L'Occident s'est écarté de la voie suivie si longtemps par l'humanité. En ce XXe siècle finissant, il est en proie à une grande peur de l'An Mille - Deux Mille en l'occurrence -, faisant crier à la fin des temps, aux signes et aux prophètes, à chaque secousse sismique, à chaque baleineau échoué sur une plage, à chaque exhibition d'un barbu échevelé. Cette angoisse millénariste n'est que le reflet de notre peur de la mort, car, malgré notre progrès matériel, l'aventure humaine et son cycle nous sont désormais étrangers.
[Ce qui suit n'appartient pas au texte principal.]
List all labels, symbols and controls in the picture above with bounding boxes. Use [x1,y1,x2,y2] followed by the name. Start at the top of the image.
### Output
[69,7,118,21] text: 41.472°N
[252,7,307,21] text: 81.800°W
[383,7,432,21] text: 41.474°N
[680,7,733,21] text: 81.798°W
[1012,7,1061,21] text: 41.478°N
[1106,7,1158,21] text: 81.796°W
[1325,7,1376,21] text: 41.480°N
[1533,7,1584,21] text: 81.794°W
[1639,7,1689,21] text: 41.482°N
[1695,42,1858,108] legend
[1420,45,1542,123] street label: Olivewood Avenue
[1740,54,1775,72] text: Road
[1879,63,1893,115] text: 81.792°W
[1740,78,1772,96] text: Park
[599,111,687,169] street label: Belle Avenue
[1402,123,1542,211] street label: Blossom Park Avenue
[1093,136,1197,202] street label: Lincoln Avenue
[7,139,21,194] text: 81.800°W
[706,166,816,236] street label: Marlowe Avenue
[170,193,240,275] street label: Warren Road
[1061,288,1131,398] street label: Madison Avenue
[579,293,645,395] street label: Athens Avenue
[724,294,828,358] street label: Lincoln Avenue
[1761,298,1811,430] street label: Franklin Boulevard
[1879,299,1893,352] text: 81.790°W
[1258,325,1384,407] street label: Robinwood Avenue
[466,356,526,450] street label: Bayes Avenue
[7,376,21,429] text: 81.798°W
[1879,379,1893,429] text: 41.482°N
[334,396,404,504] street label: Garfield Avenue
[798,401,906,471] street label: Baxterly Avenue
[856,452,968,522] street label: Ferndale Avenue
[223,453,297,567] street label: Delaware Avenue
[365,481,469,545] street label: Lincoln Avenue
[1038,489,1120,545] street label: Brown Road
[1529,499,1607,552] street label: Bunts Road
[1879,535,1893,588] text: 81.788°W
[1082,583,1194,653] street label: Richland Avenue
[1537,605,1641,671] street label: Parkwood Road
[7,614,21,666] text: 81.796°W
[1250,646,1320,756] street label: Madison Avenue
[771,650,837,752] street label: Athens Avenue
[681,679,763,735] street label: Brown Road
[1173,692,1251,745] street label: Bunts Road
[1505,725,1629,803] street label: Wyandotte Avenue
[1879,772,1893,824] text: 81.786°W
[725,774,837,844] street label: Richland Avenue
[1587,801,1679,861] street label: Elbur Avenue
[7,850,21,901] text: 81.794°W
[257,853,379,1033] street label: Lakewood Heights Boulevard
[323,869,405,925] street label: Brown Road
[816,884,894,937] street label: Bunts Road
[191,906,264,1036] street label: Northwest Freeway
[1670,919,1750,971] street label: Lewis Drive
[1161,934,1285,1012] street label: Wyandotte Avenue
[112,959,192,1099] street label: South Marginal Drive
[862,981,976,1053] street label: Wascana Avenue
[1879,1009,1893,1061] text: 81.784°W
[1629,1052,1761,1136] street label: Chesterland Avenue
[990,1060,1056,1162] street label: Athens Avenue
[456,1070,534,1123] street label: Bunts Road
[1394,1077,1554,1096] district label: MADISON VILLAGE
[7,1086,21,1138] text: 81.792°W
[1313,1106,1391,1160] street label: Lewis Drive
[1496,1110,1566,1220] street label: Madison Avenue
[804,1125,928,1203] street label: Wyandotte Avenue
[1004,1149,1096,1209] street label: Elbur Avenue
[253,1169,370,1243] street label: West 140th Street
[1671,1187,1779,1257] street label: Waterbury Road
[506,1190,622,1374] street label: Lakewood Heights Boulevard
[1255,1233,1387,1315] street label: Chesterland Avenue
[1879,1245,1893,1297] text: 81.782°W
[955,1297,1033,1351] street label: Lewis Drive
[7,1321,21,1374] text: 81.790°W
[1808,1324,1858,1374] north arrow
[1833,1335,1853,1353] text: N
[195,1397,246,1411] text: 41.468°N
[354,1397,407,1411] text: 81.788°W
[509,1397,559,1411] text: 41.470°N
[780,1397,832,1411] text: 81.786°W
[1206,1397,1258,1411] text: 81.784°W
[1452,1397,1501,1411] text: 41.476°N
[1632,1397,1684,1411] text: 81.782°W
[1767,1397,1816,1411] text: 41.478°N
Nous, Occidentaux, nous avons choisi dans le labyrinthe une direction différente, sans trouver de fil pour nous guider : nous sommes des enfants perdus dans le noir et non des adultes assurés de leur voie. Peut-être en courbant nos nuques raides pourrons-nous retrouver dans la cendre les humbles traces laissées par les pieds nus de nos frères, peut-être saurons-nous y déchiffrer le maître mot de toutes les initiations. L'humanité est semblable à cette écharpe dont me parlait Jacques Bergmann, une belle écharpe de soie portant un message de bienvenue que seule pouvait déchiffrer une machine électronique d'un type particulier. Il y a un message inscrit en lettres d'hommes au travers des mers et des continents, la tête lectrice est en nous et c'est nous qui pouvons retrouver cette parole perdue.


Par Jean Servier.

Octobre 1964, extrait de l'article "Je ne crois pas au progrès!"